Für AntifaschistInnen ist das aber noch kein Grund zum Aufatmen. Pro Köln unterhält mit den ihnen zugewiesenen Geldern einen hauptamtlichen Apparat, über den nicht nur rechte Propaganda betrieben werden kann, sondern auch die Verwirklichung weiterer Projekte möglich erscheint. Die Mitarbeit in einer breiten Volksfront von Rechts wird Pro Köln wohl kaum erstreben.
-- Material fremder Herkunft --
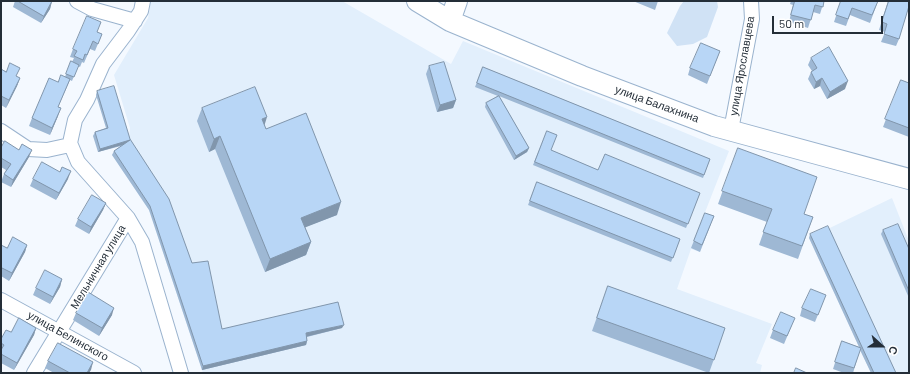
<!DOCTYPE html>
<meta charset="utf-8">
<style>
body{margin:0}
#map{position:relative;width:910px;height:374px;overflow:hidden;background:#f4f9ff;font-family:Barlow,sans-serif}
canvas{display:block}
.frame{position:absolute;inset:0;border:2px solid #242e38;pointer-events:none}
.north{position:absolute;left:862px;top:326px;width:40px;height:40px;-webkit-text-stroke:3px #fff;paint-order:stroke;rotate:111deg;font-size:11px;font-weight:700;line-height:16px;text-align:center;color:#242e38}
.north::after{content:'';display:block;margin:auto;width:14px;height:18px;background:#242e38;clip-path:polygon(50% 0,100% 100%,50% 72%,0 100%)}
.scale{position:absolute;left:772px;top:16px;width:111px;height:18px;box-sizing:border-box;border:2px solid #242e38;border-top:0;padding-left:5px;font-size:12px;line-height:14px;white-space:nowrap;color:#242e38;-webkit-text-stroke:3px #fff;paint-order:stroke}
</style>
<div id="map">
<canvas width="910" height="374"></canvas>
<div class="frame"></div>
<div class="north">С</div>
<div class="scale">50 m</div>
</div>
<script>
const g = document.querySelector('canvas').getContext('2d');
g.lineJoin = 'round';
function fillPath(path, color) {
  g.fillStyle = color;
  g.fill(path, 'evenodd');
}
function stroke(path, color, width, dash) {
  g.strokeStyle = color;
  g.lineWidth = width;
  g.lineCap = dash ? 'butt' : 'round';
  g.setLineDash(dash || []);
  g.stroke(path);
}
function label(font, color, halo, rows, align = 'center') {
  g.font = font + ' Barlow,sans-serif';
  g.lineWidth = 3;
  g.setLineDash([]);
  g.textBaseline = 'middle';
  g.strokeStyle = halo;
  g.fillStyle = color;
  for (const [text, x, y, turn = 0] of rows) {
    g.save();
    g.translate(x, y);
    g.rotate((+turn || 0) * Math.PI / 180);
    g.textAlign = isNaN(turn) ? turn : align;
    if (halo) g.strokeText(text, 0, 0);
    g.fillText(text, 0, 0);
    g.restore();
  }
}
const built = new Path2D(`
 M151,1H342L451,64L463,41L729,151L702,220L711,224L700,252L691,249L677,289L772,324L756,363L762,365L760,373H203L149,210L112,155L129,143L130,128L114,75L148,18Z
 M892,198L909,241V373H871L809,238Z`);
const green = new Path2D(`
 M684,1H717L718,7L707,37L693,44L677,46L667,33L680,6Z`);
const street = new Path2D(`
 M77,1L92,9L135,21
 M143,1L141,11L128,31L103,64L87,100L75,120L70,143L78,162L128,218L142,242L181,373
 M731,130L752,19L751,1
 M1,131L28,149L47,150L70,145
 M1,300L134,373
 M34,373L128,218`);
const secondary = new Path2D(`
 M417,1L450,21L582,76L714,126L909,179
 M450,21L457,1`);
const wall = new Path2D(`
 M15,1H52L50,9L41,23L13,7Z
 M633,1H658L655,10Z
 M791,1H824L820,14L813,12L808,28L789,22L793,5L790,4Z
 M841,1H878L870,23L850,15L846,26L834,22Z
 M888,1H909L899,39L896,46L881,42L885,32L879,30Z
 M97,32L102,34L95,51L90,49L84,63L82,62L80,67L78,66L72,81L70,80L58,107V116L50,135L29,126L32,118L58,82L65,77L71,61L72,62L74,58L70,57L73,49Z
 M720,51L707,84L688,75L690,68Z
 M811,58L845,89L827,99L820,86L814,89L808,79L811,72L812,71L808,65Z
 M429,66L456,100L453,108L437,112L426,74Z
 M483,67L710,159L703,178L499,96L529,148L527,152L514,160L485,107L486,103L498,96L475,87Z
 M1,69L20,78L17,86L6,108L1,105Z
 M901,80L909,83V137L883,127Z
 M97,91L130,139L192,263L222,329L342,328L307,337V341L306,345L202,370L149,210L112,155L114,151L121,146L98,152L93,136L95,132L106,128L96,95Z
 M202,108L264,126L266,129L337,215L305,227L311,242L306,255L265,272L215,149L209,152L197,121Z
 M547,131L551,150L598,170L700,193L686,228L533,165Z
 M1,148L29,157L11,187L1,182L4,174L6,170L1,167Z
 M738,148L804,214L813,217L798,259L759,245L767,222L718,204Z
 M33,179H68L56,200L30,186Z
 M537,182L680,239L671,262L528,205Z
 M106,203L103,210L89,234L75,226L78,219Z
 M705,213L714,216L700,252L691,248Z
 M883,230L909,249V298L881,234Z
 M810,234L896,373H871L860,350L853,373H844L833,369L842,341L859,347L809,238Z
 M1,245L7,248L27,245L25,252L9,281L1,276Z
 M62,279L60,287L50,304L33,295L36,288Z
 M608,286L725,328L709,373L592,331Z
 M823,302L815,322L800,316L802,308Z
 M76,313L112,315L99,336L73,320Z
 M792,325L784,344L770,338L773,330Z
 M36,328L34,335L14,370L1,363V339L11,332Z
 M48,361L93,362L89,373H54L45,368Z`);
const shadedWall = new Path2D(`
 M52,1L50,9L41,23L44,16Z
 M20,78L17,86L6,108L9,100Z
 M822,78L820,86L814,89L816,82Z
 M848,81L845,89L827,99L830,92Z
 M456,100L453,108L437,112L440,105Z
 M61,108L58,116L50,135L52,128Z
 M267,117L263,130L262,119Z
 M220,136L215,149L209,152L214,139Z
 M130,140L129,143L98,152L100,149Z
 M529,148L527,152L514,160L516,156Z
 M32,150L29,157L11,187L13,180Z
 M71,171L68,179L56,200L59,193Z
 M341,202L337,215L296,231L301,218Z
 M106,203L103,210L89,234L91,227Z
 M311,242L306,255L265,272L270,259Z
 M27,245L25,252L9,281L12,273Z
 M62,279L60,287L50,304L53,297Z
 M114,308L112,315L99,336L102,328Z
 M344,325L342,328L305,337L306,333Z
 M36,328L34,335L14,370L17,363Z
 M307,341L306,345L202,370L203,366Z
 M93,362L91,370L89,373H87Z`);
const building = new Path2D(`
 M18,1H52L44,16Z
 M795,1H824L823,7L815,5L811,20L791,15Z
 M841,1H878L872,15L852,8L848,19L836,15Z
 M889,1H909V6L899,39L884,34L887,24L882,22Z
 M87,16L101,22L97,32L102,34L98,44L93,41L87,55L85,54L83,60L74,56L77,51L73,49Z
 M701,43L720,51L710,76L690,68Z
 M829,47L848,81L830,92L822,78L816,82L811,72L817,68L811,58Z
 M71,61L79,65L74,77L66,74Z
 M444,62L456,100L440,105L429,66Z
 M10,63L20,68L16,76L20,78L9,100L1,96V69L6,72Z
 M483,67L710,159L704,175L477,83Z
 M61,75L70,79L58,107L61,108L52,128L32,118L49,78L58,82Z
 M901,80L909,83V128L885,119Z
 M114,86L130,139L169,199L192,263L208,261L222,329L338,302L344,325L306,333L307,341L203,366L150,206L114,151L130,140L100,149L95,132L108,128L97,91Z
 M255,87L267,117L262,119L266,129L306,113L341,202L301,218L311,242L270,259L220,136L214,139L202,108Z
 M499,96L529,148L516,156L486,103Z
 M547,131L557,135L551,150L598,170L605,154L700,193L688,224L535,162Z
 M5,141L19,150L22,144L32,150L13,180L4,174L11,164L1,158V148Z
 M738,148L817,177L804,214L813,217L802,246L763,232L772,209L722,191Z
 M42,162L60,172L62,167L71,171L59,193L33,179Z
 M537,182L680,239L673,258L530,201Z
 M92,195L106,203L91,227L78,219Z
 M705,213L714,216L702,245L694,241Z
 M898,224L909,249V291L883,230Z
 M828,226L896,373H874L810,234Z
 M13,237L27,245L12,273L2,268L1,270V245L7,248Z
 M45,270L62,279L53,297L36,288Z
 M608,286L725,328L714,360L597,318Z
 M811,289L826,295L818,315L802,308Z
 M88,292L114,308L102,328L76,313Z
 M781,312L795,318L787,336L773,330Z
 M19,318L36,328L17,363L1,354V350L4,345L1,343V339L6,330L11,332Z
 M842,341L861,348L854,368L835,362Z
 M58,343L93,362L87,373H70L48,361Z
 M796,368L807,373H794Z`);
const streetNames = [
 ["улица Ярославцева",742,66,-80],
 ["улица Балахнина",657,104,20],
 ["Мельничная улица",98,267,-59],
 ["улица Белинского",68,336,29]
];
fillPath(built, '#e2effc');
fillPath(green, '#d0e2f5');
stroke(street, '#9ab3ce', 16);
stroke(secondary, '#9ab3ce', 22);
stroke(street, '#fff', 14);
stroke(secondary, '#fff', 20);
fillPath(wall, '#9eb8d4');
fillPath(shadedWall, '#8196ac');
fillPath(building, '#b8d6f6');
stroke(building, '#8196ac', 1);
label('11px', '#242e38', '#fff', streetNames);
</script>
Zwar hatte die Vereinigung in den letzten Jahren punktuell auch schon mal mit den Freien Kameradschaften und der NPD zusammengearbeitet, inzwischen geht man nach außen hin jedoch auf größtmögliche Distanz zu den »Verfassungsfeinden«. Zwei weitere Optionen kommen in Betracht. So könnte Pro Köln sich tatsächlich auf lokaler Ebene verfestigen. Dabei müsste über den inhaltlichen Zuspruch hinaus eine organisationale Verankerung in der Bevölkerung gefunden werden.
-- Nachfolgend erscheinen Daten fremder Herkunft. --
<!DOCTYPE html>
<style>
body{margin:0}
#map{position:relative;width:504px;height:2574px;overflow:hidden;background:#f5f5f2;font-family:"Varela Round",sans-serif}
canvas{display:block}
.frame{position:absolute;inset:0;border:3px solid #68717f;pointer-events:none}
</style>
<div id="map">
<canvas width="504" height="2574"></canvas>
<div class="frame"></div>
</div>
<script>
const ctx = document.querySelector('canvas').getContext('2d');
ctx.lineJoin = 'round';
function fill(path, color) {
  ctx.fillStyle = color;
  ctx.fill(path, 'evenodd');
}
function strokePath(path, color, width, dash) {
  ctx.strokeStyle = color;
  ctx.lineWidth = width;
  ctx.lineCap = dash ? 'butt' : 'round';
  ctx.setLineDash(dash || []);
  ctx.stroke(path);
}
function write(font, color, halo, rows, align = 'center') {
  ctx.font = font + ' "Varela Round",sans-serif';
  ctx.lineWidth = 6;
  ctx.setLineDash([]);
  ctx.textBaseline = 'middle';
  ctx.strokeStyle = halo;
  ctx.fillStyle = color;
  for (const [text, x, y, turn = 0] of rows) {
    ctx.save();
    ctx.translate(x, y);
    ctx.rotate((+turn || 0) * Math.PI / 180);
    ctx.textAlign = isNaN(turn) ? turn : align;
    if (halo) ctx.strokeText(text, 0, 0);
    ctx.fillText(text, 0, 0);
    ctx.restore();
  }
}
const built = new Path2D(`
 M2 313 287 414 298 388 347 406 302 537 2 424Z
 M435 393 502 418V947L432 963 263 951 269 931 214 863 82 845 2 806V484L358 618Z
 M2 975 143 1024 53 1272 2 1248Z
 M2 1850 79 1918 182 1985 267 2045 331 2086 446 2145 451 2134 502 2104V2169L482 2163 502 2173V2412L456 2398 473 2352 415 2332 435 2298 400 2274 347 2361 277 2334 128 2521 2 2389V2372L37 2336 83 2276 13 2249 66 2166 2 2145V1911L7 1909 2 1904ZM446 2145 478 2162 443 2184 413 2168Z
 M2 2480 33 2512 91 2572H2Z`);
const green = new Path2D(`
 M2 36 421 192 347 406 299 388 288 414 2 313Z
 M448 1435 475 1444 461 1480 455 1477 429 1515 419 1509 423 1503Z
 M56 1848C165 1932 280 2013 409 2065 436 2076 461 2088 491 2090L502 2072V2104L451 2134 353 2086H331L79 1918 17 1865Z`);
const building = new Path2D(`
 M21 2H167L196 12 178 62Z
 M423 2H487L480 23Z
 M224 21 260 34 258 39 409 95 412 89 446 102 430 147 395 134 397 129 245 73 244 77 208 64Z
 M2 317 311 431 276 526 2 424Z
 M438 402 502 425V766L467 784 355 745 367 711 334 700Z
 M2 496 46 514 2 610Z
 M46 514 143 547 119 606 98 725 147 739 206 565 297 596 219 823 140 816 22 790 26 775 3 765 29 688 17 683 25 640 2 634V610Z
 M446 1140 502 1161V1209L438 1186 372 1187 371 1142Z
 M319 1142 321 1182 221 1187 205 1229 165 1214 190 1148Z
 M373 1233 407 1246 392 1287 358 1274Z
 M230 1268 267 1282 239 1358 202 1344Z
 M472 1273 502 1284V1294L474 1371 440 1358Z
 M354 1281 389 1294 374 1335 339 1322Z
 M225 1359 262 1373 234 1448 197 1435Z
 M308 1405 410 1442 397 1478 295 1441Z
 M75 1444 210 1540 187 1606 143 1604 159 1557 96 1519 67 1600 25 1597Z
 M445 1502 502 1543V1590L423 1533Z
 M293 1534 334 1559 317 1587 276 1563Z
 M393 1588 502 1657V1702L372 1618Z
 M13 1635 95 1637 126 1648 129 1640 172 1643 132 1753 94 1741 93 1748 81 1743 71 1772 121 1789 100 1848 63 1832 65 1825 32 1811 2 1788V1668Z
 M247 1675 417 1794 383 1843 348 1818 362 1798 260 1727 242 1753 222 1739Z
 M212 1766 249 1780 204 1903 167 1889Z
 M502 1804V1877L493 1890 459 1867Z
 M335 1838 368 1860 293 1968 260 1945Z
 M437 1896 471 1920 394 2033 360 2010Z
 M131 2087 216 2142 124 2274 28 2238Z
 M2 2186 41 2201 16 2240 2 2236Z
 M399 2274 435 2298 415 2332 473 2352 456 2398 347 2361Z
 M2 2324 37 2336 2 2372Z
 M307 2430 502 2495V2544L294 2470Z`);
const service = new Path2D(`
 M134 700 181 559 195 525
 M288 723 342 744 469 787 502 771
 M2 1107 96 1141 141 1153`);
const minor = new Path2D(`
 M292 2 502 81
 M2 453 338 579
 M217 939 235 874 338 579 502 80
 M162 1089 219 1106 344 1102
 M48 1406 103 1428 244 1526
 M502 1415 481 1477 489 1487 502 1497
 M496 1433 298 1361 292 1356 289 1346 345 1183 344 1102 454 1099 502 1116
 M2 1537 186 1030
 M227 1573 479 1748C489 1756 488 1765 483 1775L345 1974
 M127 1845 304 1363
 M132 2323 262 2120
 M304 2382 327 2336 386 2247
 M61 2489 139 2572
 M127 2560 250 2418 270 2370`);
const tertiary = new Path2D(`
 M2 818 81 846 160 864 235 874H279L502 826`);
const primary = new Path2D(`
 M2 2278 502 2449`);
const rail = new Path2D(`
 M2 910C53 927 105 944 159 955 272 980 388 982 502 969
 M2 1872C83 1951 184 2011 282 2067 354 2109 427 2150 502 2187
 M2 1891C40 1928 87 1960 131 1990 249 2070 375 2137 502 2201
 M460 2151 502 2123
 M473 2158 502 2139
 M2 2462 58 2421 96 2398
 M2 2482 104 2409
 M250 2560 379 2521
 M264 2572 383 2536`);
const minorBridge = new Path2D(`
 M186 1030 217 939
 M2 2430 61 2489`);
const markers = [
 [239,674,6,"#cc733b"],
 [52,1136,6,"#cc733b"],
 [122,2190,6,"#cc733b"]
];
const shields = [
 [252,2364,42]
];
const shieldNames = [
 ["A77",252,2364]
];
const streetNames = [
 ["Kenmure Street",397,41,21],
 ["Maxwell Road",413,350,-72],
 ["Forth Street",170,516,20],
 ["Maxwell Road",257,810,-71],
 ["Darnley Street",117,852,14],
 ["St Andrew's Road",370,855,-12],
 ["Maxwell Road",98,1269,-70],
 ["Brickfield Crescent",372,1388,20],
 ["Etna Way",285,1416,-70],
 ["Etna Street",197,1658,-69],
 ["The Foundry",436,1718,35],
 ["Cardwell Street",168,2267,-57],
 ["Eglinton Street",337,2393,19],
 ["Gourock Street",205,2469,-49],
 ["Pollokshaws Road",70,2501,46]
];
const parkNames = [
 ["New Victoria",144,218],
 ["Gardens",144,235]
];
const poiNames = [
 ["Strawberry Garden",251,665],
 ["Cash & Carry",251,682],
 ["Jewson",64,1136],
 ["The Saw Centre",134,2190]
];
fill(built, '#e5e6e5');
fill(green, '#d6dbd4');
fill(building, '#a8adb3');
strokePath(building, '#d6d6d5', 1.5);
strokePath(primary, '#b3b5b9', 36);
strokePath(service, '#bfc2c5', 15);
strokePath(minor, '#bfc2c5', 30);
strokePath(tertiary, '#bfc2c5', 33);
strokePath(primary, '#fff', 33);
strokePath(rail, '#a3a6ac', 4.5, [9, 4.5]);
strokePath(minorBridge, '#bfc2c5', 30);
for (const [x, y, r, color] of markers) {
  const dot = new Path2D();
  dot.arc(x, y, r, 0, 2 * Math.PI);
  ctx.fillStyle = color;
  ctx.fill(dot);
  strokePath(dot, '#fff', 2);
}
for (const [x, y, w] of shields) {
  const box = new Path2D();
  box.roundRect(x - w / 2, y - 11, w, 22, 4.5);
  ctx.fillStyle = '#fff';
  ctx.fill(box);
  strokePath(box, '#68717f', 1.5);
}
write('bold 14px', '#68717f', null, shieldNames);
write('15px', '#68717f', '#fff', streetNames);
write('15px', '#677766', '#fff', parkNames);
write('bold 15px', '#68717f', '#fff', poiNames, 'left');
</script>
Bislang scheint das noch nicht der Fall zu sein. Zu den – im Gegensatz zum Wahlkampf sehr seltenen – Kundgebungen beispielsweise erscheinen kaum mehr als die 10–15 Personen, die zum harten Kern von Pro Köln gehören. Die andere Option ist die einer bundesweiten Ausdehnung. Mit der Gründung der Bürgerbewegung Pro Deutschland, der Manfred Rouhs als Vorsitzender angehört, wurde dieser Versuch bereits unternommen. Ziel ist die Etablierung einer neuen rechtspopulistischen Organisation, die nach Eigenaussage alle »zukunftsorientierten Patrioten« vereinen möchte. Ob dies gelingt, bleibt abzuwarten. Eine charismatische Führerfigur im Stile eines Ronald Schills ist noch nicht in Sicht, das Potential an Wählerstimmen wäre auf jeden Fall vorhanden.